Wherever the word "highway" appears in the entries, copy the whole line.

* * *

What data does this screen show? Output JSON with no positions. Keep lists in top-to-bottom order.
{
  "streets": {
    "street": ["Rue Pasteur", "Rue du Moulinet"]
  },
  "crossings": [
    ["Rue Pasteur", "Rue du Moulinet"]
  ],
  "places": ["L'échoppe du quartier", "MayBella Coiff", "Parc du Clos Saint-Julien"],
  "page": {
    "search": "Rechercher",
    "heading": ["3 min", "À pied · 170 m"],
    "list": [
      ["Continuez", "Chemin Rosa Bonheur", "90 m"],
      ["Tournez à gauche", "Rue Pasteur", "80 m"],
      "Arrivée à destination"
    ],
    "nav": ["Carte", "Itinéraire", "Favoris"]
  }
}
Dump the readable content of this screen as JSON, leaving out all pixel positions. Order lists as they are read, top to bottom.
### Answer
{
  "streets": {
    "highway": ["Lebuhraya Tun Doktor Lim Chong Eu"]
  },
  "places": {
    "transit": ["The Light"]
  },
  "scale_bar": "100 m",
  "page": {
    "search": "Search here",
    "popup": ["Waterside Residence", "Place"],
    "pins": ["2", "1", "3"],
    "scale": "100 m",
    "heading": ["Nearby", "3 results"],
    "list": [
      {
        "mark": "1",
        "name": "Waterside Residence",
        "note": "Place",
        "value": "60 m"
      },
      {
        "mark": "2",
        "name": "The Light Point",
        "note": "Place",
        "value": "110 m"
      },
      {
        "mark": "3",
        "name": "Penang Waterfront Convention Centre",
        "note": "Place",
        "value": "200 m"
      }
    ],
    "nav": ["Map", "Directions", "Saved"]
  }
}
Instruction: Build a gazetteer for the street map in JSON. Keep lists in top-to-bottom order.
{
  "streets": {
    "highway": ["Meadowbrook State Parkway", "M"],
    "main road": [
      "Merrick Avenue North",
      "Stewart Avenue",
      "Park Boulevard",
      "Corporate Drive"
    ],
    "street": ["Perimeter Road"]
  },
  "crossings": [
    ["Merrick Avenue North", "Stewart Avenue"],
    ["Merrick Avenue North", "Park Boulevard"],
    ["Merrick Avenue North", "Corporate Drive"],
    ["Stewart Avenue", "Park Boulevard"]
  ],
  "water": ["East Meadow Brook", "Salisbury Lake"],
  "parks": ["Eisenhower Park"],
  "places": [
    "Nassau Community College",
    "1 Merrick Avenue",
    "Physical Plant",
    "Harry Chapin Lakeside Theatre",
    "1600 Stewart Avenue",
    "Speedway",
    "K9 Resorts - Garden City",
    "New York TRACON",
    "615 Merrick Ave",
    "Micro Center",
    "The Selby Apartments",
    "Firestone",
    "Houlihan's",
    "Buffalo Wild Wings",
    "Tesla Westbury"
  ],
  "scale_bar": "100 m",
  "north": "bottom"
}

* * *

**EXPECTED ANSWER**
    "highway": ["Lebuhraya Tun Doktor Lim Chong Eu"]
    "highway": ["Meadowbrook State Parkway", "M"],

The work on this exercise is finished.